Wajahat Ali is a political commentator, Emmy-nominated producer, playwright and attorney.
“Children, if you’re a Nazi or a white nationalist, your president will stand up for you. If you’re Muslim? Immigrant? Black? Female? Sorry, you’re on your own. Perhaps work at Trump Towers or compete in Miss Universe in order to make it. Good luck!”
I never considered saying this to my two babies, but then again I never thought a president would make moral equivalences and excuses for white supremacist terrorism. After Tuesday’s news conference, we know that President Trump believes thereare “both sides” to the tragic violence in Charlottesville that left one woman dead and 19 injured. There are apparently “many sides” to the conflict, but only one man, James Alex Fields, a Nazi sympathizer, who was charged with deliberately plowing his car into a crowd killing Heather Heyer, an anti-racism advocate.
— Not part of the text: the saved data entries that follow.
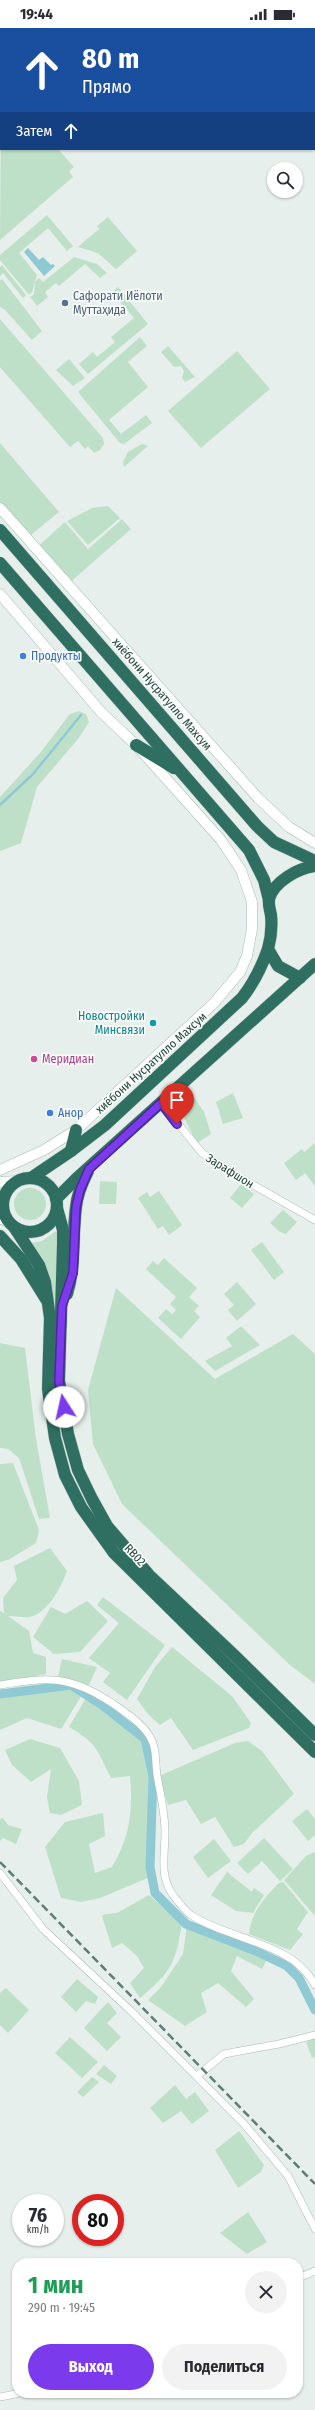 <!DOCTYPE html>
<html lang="ru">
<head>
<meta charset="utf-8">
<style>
	:root { --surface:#fff; --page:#f2f2f3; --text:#2b2b33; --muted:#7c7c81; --accent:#7c3aed }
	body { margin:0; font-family:"Fira Sans Condensed",sans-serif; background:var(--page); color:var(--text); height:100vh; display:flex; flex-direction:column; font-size:15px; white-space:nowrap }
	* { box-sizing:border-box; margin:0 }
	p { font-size:13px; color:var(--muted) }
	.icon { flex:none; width:22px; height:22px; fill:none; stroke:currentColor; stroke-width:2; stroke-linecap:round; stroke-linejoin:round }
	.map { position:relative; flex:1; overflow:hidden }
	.details { position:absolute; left:12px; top:2230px; width:291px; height:140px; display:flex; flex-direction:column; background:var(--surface); border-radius:16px; box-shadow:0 1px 3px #0004 }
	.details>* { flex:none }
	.guide { position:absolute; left:0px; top:0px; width:315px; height:122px; box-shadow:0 1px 3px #0004; background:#1a4fa0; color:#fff; overflow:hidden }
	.controls { position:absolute; left:267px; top:134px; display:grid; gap:8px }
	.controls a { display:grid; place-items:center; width:36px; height:36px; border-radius:50%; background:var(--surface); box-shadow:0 1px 3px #0004; font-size:20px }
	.speed { position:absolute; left:12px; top:2166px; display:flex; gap:8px; font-size:20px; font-weight:700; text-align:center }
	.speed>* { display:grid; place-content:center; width:52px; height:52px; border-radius:50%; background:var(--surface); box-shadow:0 1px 3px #0004; line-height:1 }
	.speed small { font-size:10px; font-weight:400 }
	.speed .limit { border:6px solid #d22; background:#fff; color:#111 }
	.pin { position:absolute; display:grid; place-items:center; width:34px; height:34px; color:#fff; margin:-41px -17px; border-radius:50% 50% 50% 0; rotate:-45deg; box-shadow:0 0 4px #0007 }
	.pin .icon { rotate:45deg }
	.me { position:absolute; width:44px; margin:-22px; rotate:350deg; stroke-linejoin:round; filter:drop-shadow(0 0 3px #0008) }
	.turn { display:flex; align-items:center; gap:14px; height:84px; padding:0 16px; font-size:18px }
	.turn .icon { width:52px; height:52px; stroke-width:2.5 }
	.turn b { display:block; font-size:28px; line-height:34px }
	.then { display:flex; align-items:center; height:38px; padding:0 16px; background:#0003; gap:8px; font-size:15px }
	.round { display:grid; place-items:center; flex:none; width:42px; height:42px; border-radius:21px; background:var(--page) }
	.head { display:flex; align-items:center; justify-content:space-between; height:68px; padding:0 16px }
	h1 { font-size:24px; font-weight:700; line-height:30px; color:#1e9e55 }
	.action { display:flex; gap:8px; margin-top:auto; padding:8px 16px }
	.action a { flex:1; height:46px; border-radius:24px; background:var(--accent); color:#fff; font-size:16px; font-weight:700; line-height:46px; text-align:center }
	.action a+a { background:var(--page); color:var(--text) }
	.status { display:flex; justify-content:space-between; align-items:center; height:28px; padding:0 20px; background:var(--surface); direction:ltr }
	.status svg { height:11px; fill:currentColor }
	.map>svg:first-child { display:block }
	.green { fill:#bfe0c8 }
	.water { fill:#8ec9d4 }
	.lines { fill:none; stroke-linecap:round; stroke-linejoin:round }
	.stream { stroke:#8ec9d4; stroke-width:2.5 }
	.canal { stroke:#8ec9d4; stroke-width:9 }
	.street-casing { stroke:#a8b8b2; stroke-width:8 }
	.secondary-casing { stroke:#a4bbb3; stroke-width:11 }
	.highway-casing { stroke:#c2cac8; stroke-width:13 }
	.street { stroke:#fff; stroke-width:7 }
	.secondary { stroke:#fff; stroke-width:10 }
	.highway { stroke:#2f6f62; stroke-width:12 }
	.rail { stroke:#5f7d75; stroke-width:2.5; stroke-dasharray:8 4; stroke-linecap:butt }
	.route-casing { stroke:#51269a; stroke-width:10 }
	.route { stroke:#7c3aed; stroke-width:7 }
	.service-dot { fill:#5c6f8a; stroke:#f7fbf9; stroke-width:1.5 }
	.shop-dot { fill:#3f7fe0; stroke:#f7fbf9; stroke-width:1.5 }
	.culture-dot { fill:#0f9aa8; stroke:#f7fbf9; stroke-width:1.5 }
	.hotel-dot { fill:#d1479c; stroke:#f7fbf9; stroke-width:1.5 }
	.labels { text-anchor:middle; stroke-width:3.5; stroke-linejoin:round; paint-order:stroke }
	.service-label { font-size:12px; fill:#4e5e75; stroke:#f7fbf9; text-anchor:start }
	.shop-label { font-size:12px; fill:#366cbe; stroke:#f7fbf9; text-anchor:start }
	.street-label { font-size:12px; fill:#24423a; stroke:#f7fbf9 }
	.culture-label { font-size:12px; fill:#0d838f; stroke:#f7fbf9; text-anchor:end }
	.hotel-label { font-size:12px; fill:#b23c85; stroke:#f7fbf9; text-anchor:start }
</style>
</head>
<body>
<div class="status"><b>19:44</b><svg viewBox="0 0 49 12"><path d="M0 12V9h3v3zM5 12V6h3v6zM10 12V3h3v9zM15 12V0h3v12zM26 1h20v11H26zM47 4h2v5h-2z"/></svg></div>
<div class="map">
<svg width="315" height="2382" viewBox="0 0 315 2382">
	<rect width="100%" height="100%" fill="#e6efeb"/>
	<g class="green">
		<polygon points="1,80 1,121 58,121 74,139 69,143 73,149 0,212"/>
		<polygon points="47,187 73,218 67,223 48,200 19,225 37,247 32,264 29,267 0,232 0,227"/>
		<polygon points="108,189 137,223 116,241 98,225 78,219 99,201 97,198"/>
		<polygon points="74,229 97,236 107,245 100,250 85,236 59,258 56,255 45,264 48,269 37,278 30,269 34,266 35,254 39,250 43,254"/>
		<polygon points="2,237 26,267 23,270 3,245 0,248 0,239"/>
		<polygon points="2,251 42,303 32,312 5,282 0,279 0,252"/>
		<polygon points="118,259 148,296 88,346 79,336 93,324 97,329 115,314 111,309 134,290 112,264"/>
		<polygon points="0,291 103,410 104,416 100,422 94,425 88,418 85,421 78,413 70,419 0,339"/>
		<polygon points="140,309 147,318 128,334 148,359 109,392 121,406 146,387 152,395 124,416 120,415 78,364"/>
		<polygon points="168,318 195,349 185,354 182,350 184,343 181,338 174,339 161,324"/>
		<polygon points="237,323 270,361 201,420 168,383"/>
		<polygon points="69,331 85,350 73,358 56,342"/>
		<polygon points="0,415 59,484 26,511 0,480"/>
		<polygon points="142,416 148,418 124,439 123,434 128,424"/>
		<polygon points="108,478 120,490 88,517 67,493 92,480"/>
		<polygon points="122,491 131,501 66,558 35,521 65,494 88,521"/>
		<polygon points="79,683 86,686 89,694 78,711 37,759 21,815 0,823 0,769 40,725 70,686"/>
		<polygon points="190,1063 204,1084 211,1106 197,1115 176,1074"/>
		<polygon points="233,1065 243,1090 223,1096 216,1074"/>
		<polygon points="315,1115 315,1158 305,1145 296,1152 284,1135 302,1121 304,1124"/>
		<polygon points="100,1153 117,1154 116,1176 99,1176"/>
		<polygon points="241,1156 254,1166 242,1180 230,1170"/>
		<circle cx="30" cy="1176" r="16"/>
		<polygon points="159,1163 182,1197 169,1207 163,1198 158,1201 138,1170 147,1164 150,1169"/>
		<polygon points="283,1182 297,1194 286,1206 280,1204 270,1195"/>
		<path d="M59 1201 56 1286C53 1259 48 1237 31 1215L42 1213Z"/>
		<polygon points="262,1214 284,1244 274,1252 251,1222"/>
		<polygon points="164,1230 197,1260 189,1269 199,1278 194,1283 200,1289 181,1311 158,1290 166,1281 172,1286 176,1282 170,1276 176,1269 146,1241 153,1233 158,1237"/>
		<polygon points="237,1254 256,1276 237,1293 228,1282 234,1277 224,1266"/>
		<polygon points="116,1260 215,1351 293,1306 315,1326 315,1656 290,1637 122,1476 93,1416 88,1362"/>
		<polygon points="241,1298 260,1317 215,1343 205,1333 232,1318 226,1310"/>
		<polygon points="0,1315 25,1320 36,1411 50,1490 39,1491 19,1430 8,1421 0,1420"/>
		<polygon points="13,1435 39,1502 36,1515 8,1532 0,1534 0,1436"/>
		<path d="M50 1520 67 1543C61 1559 49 1584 30 1589 24 1590 15 1588 8 1588L29 1603 33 1625 46 1629V1646L0 1655V1583L4 1585 3 1570 17 1552 14 1538Z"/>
		<polygon points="103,1569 165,1617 127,1672 103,1654 110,1645 89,1630 119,1595 97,1577"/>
		<polygon points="87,1573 108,1593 80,1624 54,1626 33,1609 51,1579 65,1586"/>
		<polygon points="172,1619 232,1668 251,1695 249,1700 193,1722 171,1690 160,1697 148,1686 137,1671 155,1639"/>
		<polygon points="62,1631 97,1639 89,1657 58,1648"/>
		<polygon points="49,1661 73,1662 82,1667 61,1701 27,1690 0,1702 0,1667"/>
		<path d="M86 1670 101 1678 144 1713 152 1746 150 1849 100 1870 81 1874 61 1870 45 1819 65 1794 103 1785 105 1808 89 1816 95 1845 112 1839C130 1809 133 1783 130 1748L111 1750C96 1721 99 1717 69 1699Z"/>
		<polygon points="30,1711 60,1720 79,1753 82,1777 61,1787 50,1785 47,1769 51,1741 31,1754 12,1737 5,1722"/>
		<polygon points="248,1713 262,1723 294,1766 252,1805 244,1816 234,1819 215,1789 201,1796 186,1772 168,1777 159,1748 235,1715"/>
		<polygon points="307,1781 315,1791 315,1807 308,1813 292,1793"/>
		<polygon points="3,1790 8,1797 22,1801 16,1816 3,1810 0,1813 0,1791"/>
		<polygon points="264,1810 293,1841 280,1853 262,1833 248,1846 237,1835"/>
		<polygon points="214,1811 231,1833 208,1850 193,1829"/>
		<polygon points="315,1824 315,1888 284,1852 306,1828"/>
		<polygon points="227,1844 252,1864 254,1860 264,1867 253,1885 236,1883 211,1867"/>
		<path d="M283 1854 308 1884 297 1901 303 1906 290 1922 249 1906C251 1885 264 1870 279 1855Z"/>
		<path d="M149 1867 182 1896C175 1936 172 1943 140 1970L130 1955 144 1940 137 1928 122 1915 112 1920 102 1888 105 1886 117 1885Z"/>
		<polygon points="187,1897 268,1930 262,1941 237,1928 231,1943 254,1971 246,1979 218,1955 201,1965 207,1984 185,1998 148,1972 161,1959 183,1926"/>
		<polygon points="77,1951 98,1969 95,1976 86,1973 76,1984 61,1969"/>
		<polygon points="6,1960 29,1982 8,2005 0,1997 0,1965"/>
		<polygon points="108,1974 117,1985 107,1995 121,2009 107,2023 84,2000"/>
		<polygon points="70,2009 98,2034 82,2050 55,2025"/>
		<polygon points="315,2010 315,2029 312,2030 306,2014"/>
		<polygon points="104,2037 117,2048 111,2056 96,2046"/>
		<polygon points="92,2049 99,2054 83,2069 77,2064"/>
		<polygon points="175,2057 186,2071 195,2064 209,2083 192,2096 181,2083 163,2095 150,2080"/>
		<polygon points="239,2103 264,2137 261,2144 238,2160 215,2122"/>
		<polygon points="248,2184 267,2214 247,2226 220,2205"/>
	</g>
	<polygon class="water" points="28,220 39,232 43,229 51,237 53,236 55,238 44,248 24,224"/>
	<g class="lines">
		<polyline class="stream" points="0,777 33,746 81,687"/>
		<polyline class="canal" points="0,1666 71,1657 102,1677 145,1711 153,1748 150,1839 155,1865 186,1896 258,1924 287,1938 299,1950 315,1982"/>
		<g class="street-casing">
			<g id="street">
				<polyline points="161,1075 202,1125 241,1150 315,1192"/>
				<path d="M0 1657C49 1649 69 1647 112 1675 125 1684 142 1695 150 1709 157 1720 155 1734 157 1747 160 1765 165 1785 165 1804 165 1830 158 1851 177 1872 181 1877 186 1884 191 1887 229 1912 293 1914 315 1957"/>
				<polyline points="0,1845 43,1901 131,1983 244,2096 288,2148 315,2201"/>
				<polyline points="197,2048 224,2026 279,2016 315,2007"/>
				<polyline points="298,2250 315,2243"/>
				<polyline points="0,2369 20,2365"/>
			</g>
		</g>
		<g class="secondary-casing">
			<g id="secondary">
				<polyline points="0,480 258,770 289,799 315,815"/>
				<polyline points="0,566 101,684 136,717 221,812 241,842 252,874 252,901 247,928 240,944 214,975 76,1102 44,1122 0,1142"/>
				<polyline points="0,1154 17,1153"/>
				<polyline points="0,1191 9,1193"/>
			</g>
		</g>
		<g class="highway-casing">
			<g id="highway">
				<polyline points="0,502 257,798 274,814 315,833"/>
				<polyline points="0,535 249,822 264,852 269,872"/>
				<polyline points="136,717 174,740"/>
				<polyline points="268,921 278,938 300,950"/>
				<polyline points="71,1123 76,1102"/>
				<path d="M31 1150 71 1123 105 1097 242 970C253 956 262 938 268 921 271 910 272 897 271 887 270 882 268 876 269 871 274 853 299 840 315 838"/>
				<circle cx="30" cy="1177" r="27"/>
				<polyline points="56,1171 77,1150 315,936"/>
				<polyline points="57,1180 63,1202 63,1216 59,1353 68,1406 78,1442 92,1471 107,1498 149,1547 233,1626 315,1707"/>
				<polyline points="14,1199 39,1237 45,1254 50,1290 48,1361 55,1410 65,1447 81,1479 114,1525 315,1724"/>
				<polyline points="0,1208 21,1231 46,1271"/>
				<path d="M67 1266C76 1237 72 1208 76 1179 77 1166 82 1155 88 1143"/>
			</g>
		</g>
		<use href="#street" class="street"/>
		<use href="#secondary" class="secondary"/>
		<use href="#highway" class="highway"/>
		<polyline class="rail" points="0,1834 315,2156"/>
	</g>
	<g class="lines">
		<g class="route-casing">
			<polyline id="route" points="64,1379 59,1353 62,1278 73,1245 76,1179 80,1162 89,1141 161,1075 177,1096"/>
		</g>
		<use href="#route" class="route"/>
	</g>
	<circle class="service-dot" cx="65" cy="275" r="4"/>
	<g class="shop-dot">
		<circle cx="23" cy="628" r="4"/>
		<circle cx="50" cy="1085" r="4"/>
	</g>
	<circle class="culture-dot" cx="153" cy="995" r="4"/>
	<circle class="hotel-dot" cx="34" cy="1031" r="4"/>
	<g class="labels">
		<g class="service-label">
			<text x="73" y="272">Сафорати Иёлоти<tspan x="73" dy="14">Муттаҳида</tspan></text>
		</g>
		<g class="shop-label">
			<text x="31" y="632">Продукты</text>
			<text x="58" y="1089">Анор</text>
		</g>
		<g class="street-label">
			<text transform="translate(162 666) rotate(49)" y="4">хиёбони Нусратулло Махсум</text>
			<text transform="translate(151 1035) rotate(-42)" y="4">хиёбони Нусратулло Махсум</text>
			<text transform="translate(230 1143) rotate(32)" y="4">Зарафшон</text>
			<text transform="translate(135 1527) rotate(47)" y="4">RB02</text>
		</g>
		<g class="culture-label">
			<text x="145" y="992">Новостройки<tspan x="145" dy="14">Минсвязи</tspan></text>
		</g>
		<g class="hotel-label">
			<text x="42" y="1035">Меридиан</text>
		</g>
	</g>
</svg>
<div class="controls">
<a><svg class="icon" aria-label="search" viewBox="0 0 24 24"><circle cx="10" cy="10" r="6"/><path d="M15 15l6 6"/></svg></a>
</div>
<div class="speed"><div>76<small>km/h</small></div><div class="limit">80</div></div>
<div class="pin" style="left:177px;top:1096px;background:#d93025"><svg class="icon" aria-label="arrive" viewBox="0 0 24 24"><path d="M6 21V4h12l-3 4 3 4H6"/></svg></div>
<svg class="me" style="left:64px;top:1379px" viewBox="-20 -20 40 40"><circle r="19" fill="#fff"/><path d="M0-13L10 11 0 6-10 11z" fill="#7c3aed"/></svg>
<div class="guide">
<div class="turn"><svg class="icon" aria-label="ahead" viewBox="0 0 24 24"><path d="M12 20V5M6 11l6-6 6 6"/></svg><div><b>80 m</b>Прямо</div></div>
<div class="then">Затем<svg class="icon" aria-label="ahead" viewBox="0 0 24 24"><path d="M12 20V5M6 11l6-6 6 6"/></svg></div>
</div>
<section class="details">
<div class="head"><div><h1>1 мин</h1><p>290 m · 19:45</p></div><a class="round"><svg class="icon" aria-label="close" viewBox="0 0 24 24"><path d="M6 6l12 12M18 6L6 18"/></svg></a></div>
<div class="action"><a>Выход</a><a>Поделиться</a></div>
</section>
</div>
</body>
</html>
In reviewing his response to the Charlottesville tragedy, it seems Trump has different standards for different Americans: one for his base, the alt-right, and another for Muslims and people of color.
According to Trump, there were “very fine people” in the weekend rally assembled by members of the alt-right. Some of these “very fine people” included white men and women in Old Navy and Gap clothes carrying Tiki torches bought at Walmart, many armed to the teeth, shouting anti-Semitic and racist slogans and lifting their arms in Nazi salutes. Even though they chanted, “The Jews will not replace us!”, I’m sure they’ll give a pass to the president’s Jewish grandchildren. These misunderstood men are nuanced, sophisticated and generous. They deserve careful restraint in denouncing them.